Work task: Give back, unchanged, the line containing "const sky = g.createLinearGradient(0, 0, 0, 370);" and every line after it up to the end of the listing.

Source material:
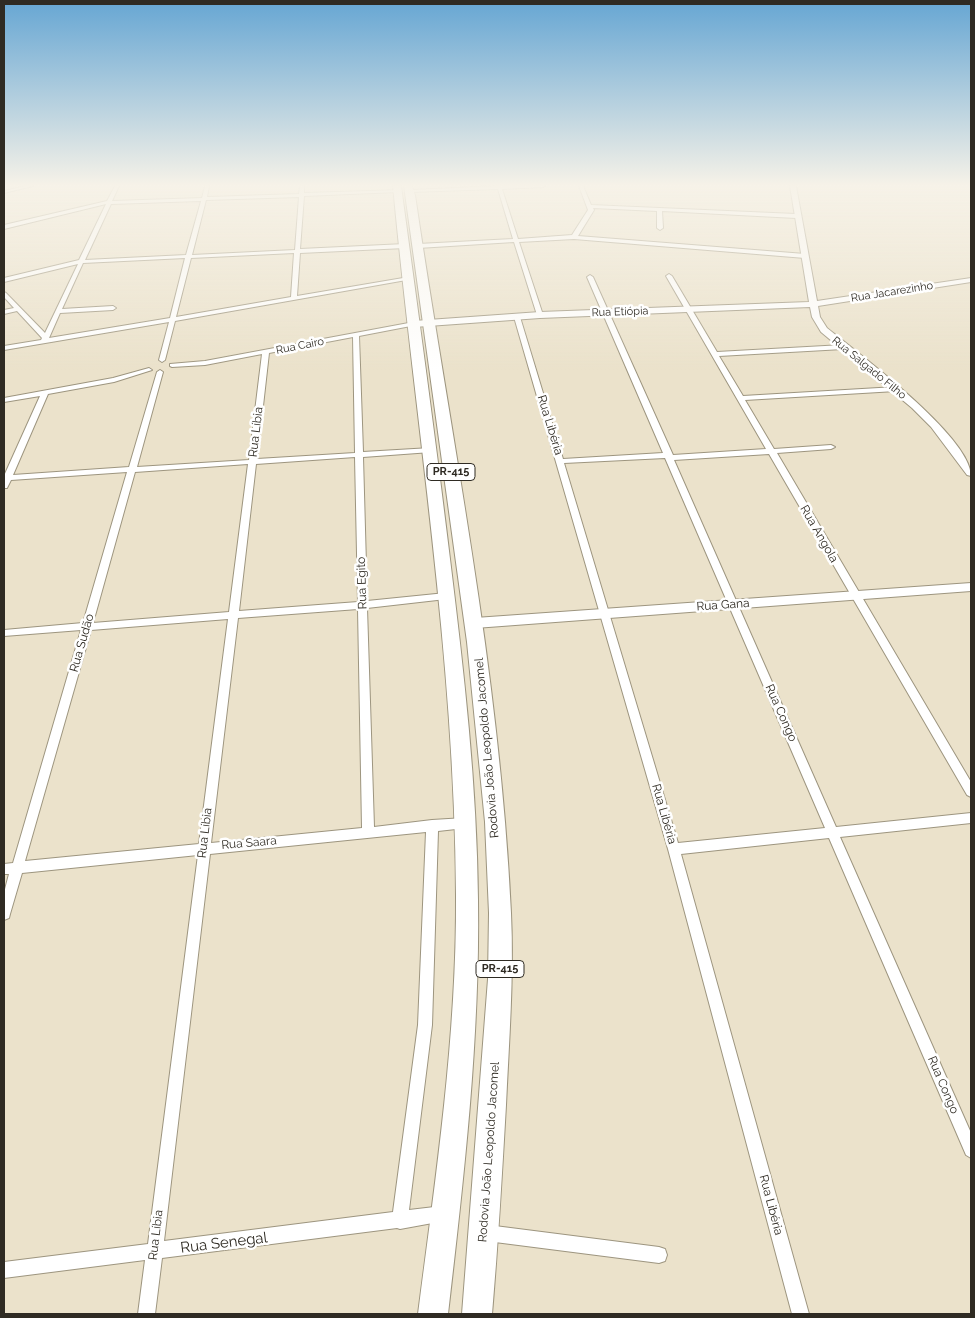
<!DOCTYPE html>
<html>
<head>
<meta charset="utf-8">
<style>
  body { margin:0 }
  #map { position:relative; width:975px; height:1318px; overflow:hidden; background:#ebe2cb; font-family:Raleway,sans-serif }
  canvas { display:block }
  .frame { position:absolute; inset:0; border:5px solid #2f2b23; pointer-events:none }
</style>
</head>
<body>
<div id="map">
<canvas width="975" height="1318"></canvas>
<div class="frame"></div>
</div>
<script>
const g = document.querySelector('canvas').getContext('2d');
g.lineJoin = 'round';
function trace(path, color, width, dash) { g.strokeStyle = color; g.lineWidth = width; g.lineCap = dash ? 'butt' : 'round'; g.setLineDash(dash || []); g.stroke(path); }
function fillPath(path, color) { g.fillStyle = color; g.fill(path, 'evenodd'); }
function write(font, color, halo, rows, align = 'center') {
  g.font = font + ' Raleway,sans-serif'; g.lineWidth = 5; g.setLineDash([]); g.textBaseline = 'middle'; g.strokeStyle = halo; g.fillStyle = color; for (const [text, x, y, turn = 0] of rows) {
    g.save(); g.translate(x, y); g.rotate((+turn || 0) * Math.PI / 180); g.textAlign = isNaN(turn) ? turn : align; if (halo) g.strokeText(text, 0, 0); g.fillText(text, 0, 0); g.restore();
  }
}
const street = new Path2D(`
  M 25,186 L 33,186 L 4,193 L 4,191 Z
  M 115,186 L 119,186 L 112,201 L 202,198 L 205,186 L 209,186 L 207,197 L 299,194 L 300,186 L 304,186 L 304,193 L 400,190 L 398,192 L 304,196 L 300,249 L 405,244 L 408,246 L 405,248 L 300,253 L 297,296 L 409,277 L 412,279 L 175,321 L 165,360 L 162,362 L 159,360 L 169,322 L 4,350 L 4,346 L 41,340 L 42,338 L 17,311 L 4,314 L 4,310 L 14,308 L 4,297 L 4,292 L 6,293 L 45,333 L 78,264 L 4,282 L 4,278 L 79,260 L 106,204 L 4,229 L 4,225 L 107,201 ZM 299,197 L 295,250 L 192,255 L 206,200 ZM 201,201 L 186,255 L 85,260 L 111,204 ZM 294,253 L 291,297 L 176,317 L 191,258 ZM 185,258 L 170,318 L 49,338 L 60,313 L 113,310 L 116,308 L 113,306 L 62,309 L 83,263 Z
  M 497,186 L 545,186 L 543,187 L 502,189 L 518,239 L 572,235 L 588,210 L 579,186 L 583,186 L 591,205 L 796,214 L 799,216 L 796,218 L 662,211 L 663,228 L 660,230 L 657,228 L 657,211 L 593,208 L 594,210 L 578,236 L 805,254 L 808,256 L 805,258 L 574,239 L 519,242 L 543,315 L 540,317 L 537,315 L 514,242 L 418,248 L 415,246 L 418,244 L 513,239 L 498,189 L 411,192 L 409,191 L 411,190 Z
  M 669,274 L 672,276 L 717,352 L 843,345 L 846,347 L 843,349 L 719,356 L 743,396 L 896,387 L 900,389 L 896,391 L 745,400 L 774,449 L 831,445 L 835,447 L 831,449 L 777,453 L 971,782 L 971,797 L 967,795 L 769,454 L 674,460 L 836,827 L 971,813 L 971,823 L 840,837 L 971,1133 L 971,1158 L 966,1155 L 829,838 L 681,854 L 809,1314 L 792,1314 L 668,849 L 514,317 L 517,315 L 520,317 L 563,459 L 663,453 L 587,277 L 590,275 L 593,277 L 673,455 L 766,449 L 666,276 ZM 665,458 L 825,828 L 678,843 L 564,463 Z
  M 414,322 L 416,323 L 416,325 L 359,336 L 363,452 L 431,448 L 435,450 L 431,452 L 363,457 L 367,601 L 446,593 L 451,596 L 446,599 L 367,608 L 374,827 L 432,820 L 465,818 L 469,819 L 471,823 L 469,827 L 465,828 L 438,831 L 432,1025 L 409,1210 L 443,1206 L 449,1208 L 451,1214 L 449,1220 L 400,1229 L 397,1228 L 162,1258 L 155,1314 L 138,1314 L 145,1260 L 4,1278 L 4,1262 L 148,1244 L 198,855 L 22,873 L 10,914 L 9,918 L 4,920 L 4,893 L 9,874 L 4,874 L 4,864 L 13,863 L 81,630 L 4,636 L 4,630 L 83,623 L 127,472 L 11,480 L 7,488 L 4,488 L 4,476 L 40,396 L 4,402 L 4,398 L 113,378 L 149,368 L 152,370 L 114,382 L 48,394 L 13,475 L 129,467 L 157,372 L 160,370 L 163,372 L 137,467 L 249,460 L 262,354 L 205,365 L 172,367 L 170,366 L 170,364 L 205,361 ZM 353,337 L 355,453 L 257,459 L 269,353 ZM 355,457 L 358,602 L 239,611 L 256,464 ZM 248,464 L 229,612 L 93,623 L 135,472 ZM 358,609 L 362,828 L 211,843 L 238,618 ZM 228,619 L 199,844 L 25,861 L 91,630 ZM 426,832 L 418,1025 L 393,1212 L 164,1241 L 210,854 Z
  M 487,1225 L 659,1247 L 665,1249 L 667,1255 L 665,1261 L 659,1263 L 487,1241 L 481,1239 L 479,1233 L 481,1227 Z`);
const secondary = new Path2D(`
  M 790,186 L 796,186 L 817,301 L 971,278 L 971,282 L 818,306 L 820,317 L 827,328 C 859,354 971,437 971,476 L 967,475 L 931,427 L 912,408 L 821,332 L 812,317 L 810,307 L 540,318 L 414,327 L 410,324 L 414,321 L 540,312 L 809,302 Z
  M 971,583 L 971,591 L 475,628 L 468,623 L 475,618 Z`);
const highway = new Path2D(`
  M 393,186 L 401,186 C 418,310 435,435 450,559 C 464,672 477,786 478,900 C 480,1038 464,1177 448,1314 L 418,1314 C 436,1175 457,1035 456,895 C 455,657 415,422 393,186 Z
  M 404,186 L 412,186 L 415,195 C 450,434 500,672 511,913 C 514,977 509,1041 506,1105 C 502,1175 498,1245 492,1314 L 462,1314 L 488,979 L 489,913 L 485,822 L 467,642 Z`);
const farStreetnames = [
  ["Rua Jacarezinho",892,292,-9],
  ["Rua Etiópia",620,312,-2],
  ["Rua Cairo",300,346,-11],
  ["Rua Salgado Filho",869,368,39]
];
const shields = [
  [451,472,48],
  [500,969,48]
];
const shieldNames = [
  ["PR-415",451,472],
  ["PR-415",500,969]
];
const streetNames = [
  ["Rua Libéria",550,425,73],
  ["Rua Líbia",256,432,-83],
  ["Rua Angola",819,534,60],
  ["Rua Egito",362,583,-92],
  ["Rua Gana",723,605,-4],
  ["Rua Sudão",82,643,-74],
  ["Rua Congo",781,713,66],
  ["Rodovia João Leopoldo Jacomel",487,748,-95],
  ["Rua Libéria",664,814,74],
  ["Rua Líbia",205,833,-83],
  ["Rua Saara",249,843,-5],
  ["Rua Congo",943,1085,67],
  ["Rodovia João Leopoldo Jacomel",489,1152,-86],
  ["Rua Libéria",771,1205,75],
  ["Rua Líbia",156,1235,-83]
];
const nearStreetnames = [
  ["Rua Senegal",224,1243,-7]
];
trace(street, '#9d957f', 2);
trace(secondary, '#9d957f', 2);
trace(highway, '#9d957f', 2);
fillPath(street, '#fff');
fillPath(secondary, '#fff');
fillPath(highway, '#fff');
const sky = g.createLinearGradient(0, 0, 0, 370);
sky.addColorStop(0, '#66a6d3');
sky.addColorStop(0.5, '#f6f2e8');
sky.addColorStop(1, '#f6f2e800');
g.fillStyle = sky;
g.fillRect(0, 0, 975, 370);
write('11px', '#2f2b23', '#fff', farStreetnames);
for (const [x, y, w] of shields) { const box = new Path2D(); box.roundRect(x - w / 2, y - 8.5, w, 17, 4); g.fillStyle = '#fff'; g.fill(box); trace(box, '#2f2b23', 1); }
write('bold 11px', '#2f2b23', null, shieldNames);
write('12px', '#2f2b23', '#fff', streetNames);
write('15px', '#2f2b23', '#fff', nearStreetnames);
</script>
</body>
</html>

The answer:
const sky = g.createLinearGradient(0, 0, 0, 370);
sky.addColorStop(0, '#66a6d3');
sky.addColorStop(0.5, '#f6f2e8');
sky.addColorStop(1, '#f6f2e800');
g.fillStyle = sky;
g.fillRect(0, 0, 975, 370);
write('11px', '#2f2b23', '#fff', farStreetnames);
for (const [x, y, w] of shields) { const box = new Path2D(); box.roundRect(x - w / 2, y - 8.5, w, 17, 4); g.fillStyle = '#fff'; g.fill(box); trace(box, '#2f2b23', 1); }
write('bold 11px', '#2f2b23', null, shieldNames);
write('12px', '#2f2b23', '#fff', streetNames);
write('15px', '#2f2b23', '#fff', nearStreetnames);
</script>
</body>
</html>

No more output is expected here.